Quintius Cincinnatus, tragédie en trois actes, par Arnault, suivie de l'acte d'Horatius Coclès. 21 frimaire an 3 [11 décembre 1794].

Théâtre de la République

Almanach des Muses 1796.

L'Almanach des Muses donne pour titre Quintus Cincinnatus.

Sujet austère, intérêt faible.

Spurius Melius, riche Citoyen de Rome a fait venir des grains dans un tems de disette ; il les distribue au peuple pour le gagner et s'ouvrir un chemin à la tyrannie. Cincinnatus, qui, de sa retraite, a pénétré les projets de Mélius, accourt à Rome et l'accuse devant le Sénat. Il est nommé dictateur, et donne ordre d'arrêter Mélius. Celui-ci résiste et provoque le peuple à la sédition. Servilius, général de la cavalerie, aime Emilie, fille de Melius qui lui offre sa main : Servilius n'en persiste pas moins à vouloir l'emmener devant le dictateur ; puis le voyant se réfugier parmi les séditieux, il le poignarde au milieu de ses cliens. Emilie se tue sur le corps de son père, après avoir remis au dictateur la liste des conjurés.

De beaux développemens. Le rôle d'Emilie assez inutile. Succès peu soutenu.

Sur la page de titre de la brochure, à Paris, chez Mérigot jeune, an troisième :

Quintius Cincinnatus, tragédie en trois actes, Représentée pour la première fois sur le Théâtre de la République, le 11 nivose, l'an 3e. Suivie de l'acte d'Horatius Coclès. Par le Citoyen Arnault.

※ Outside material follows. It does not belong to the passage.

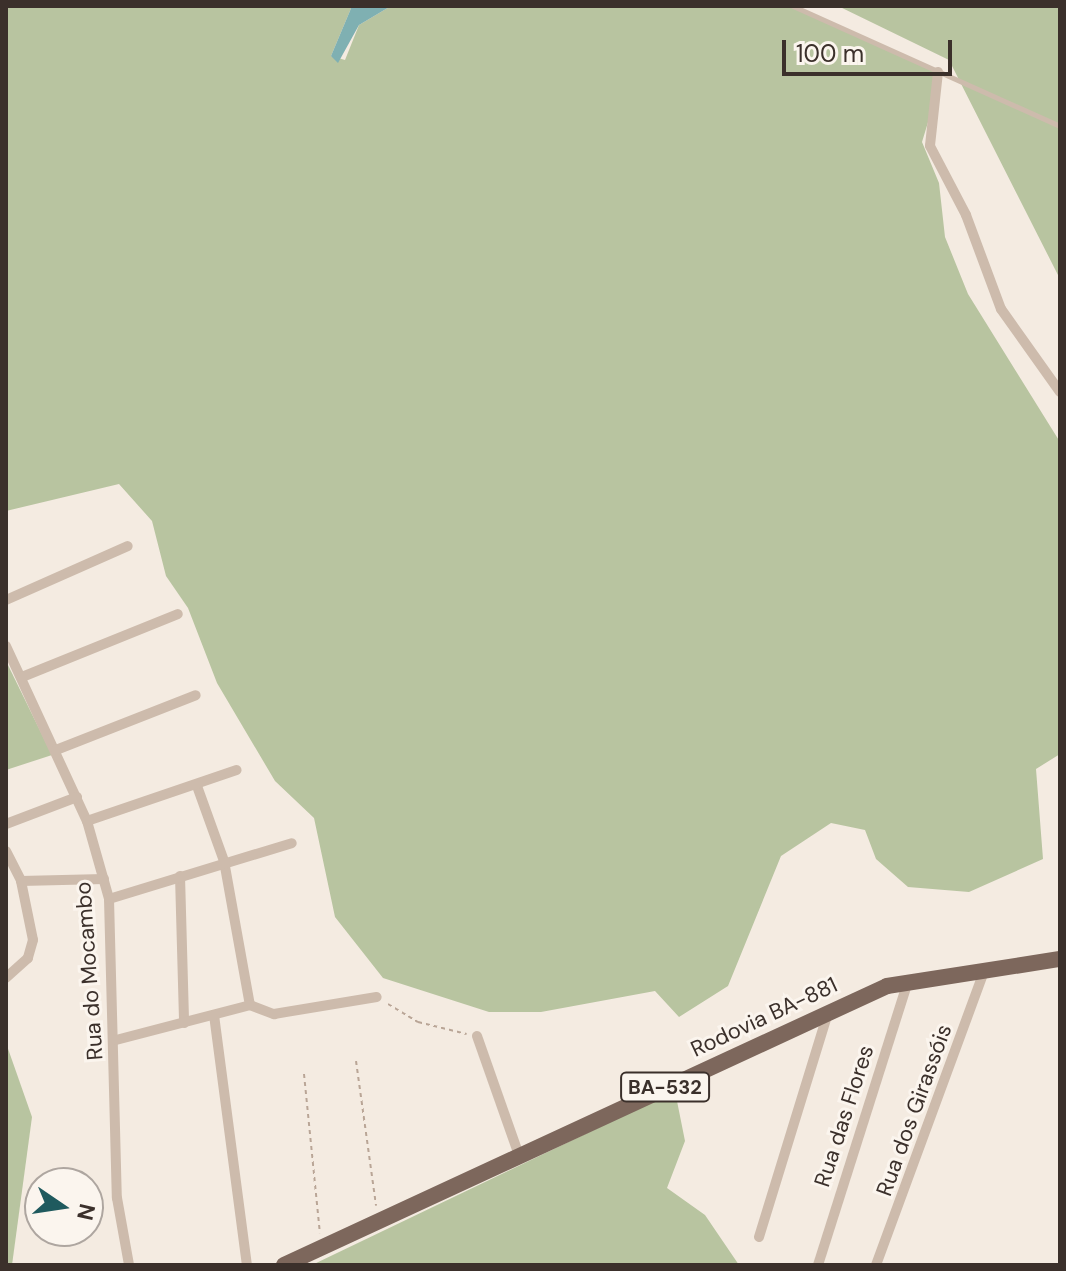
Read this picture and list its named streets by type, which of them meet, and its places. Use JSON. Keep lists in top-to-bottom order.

Impiaque in medio peraguntur bella senatu.

Lucain.

Le texte de la pièce est précédé de cette courte note :

Parvenir à la tyrannie par la popularité, fut de tous les temps la tactique des ambitieux dans une République. Cette vérité, non moins cruellement démontrée par l'expérience que par l'historie, fut sans doute la base de l'ostracisme ; elle est aussi celle de cette Tragédie purement politique, conçue et presque entièrement achevée sous le despotisme.

Annales dramatiques, ou dictionnaire général des théâtres, tome huitième (à Paris, 1811), p. 17-20 :

QUINTIUS CINCINNATUS, tragédie en trois actes, en vers, par M. Arnault, aux Français, 1794.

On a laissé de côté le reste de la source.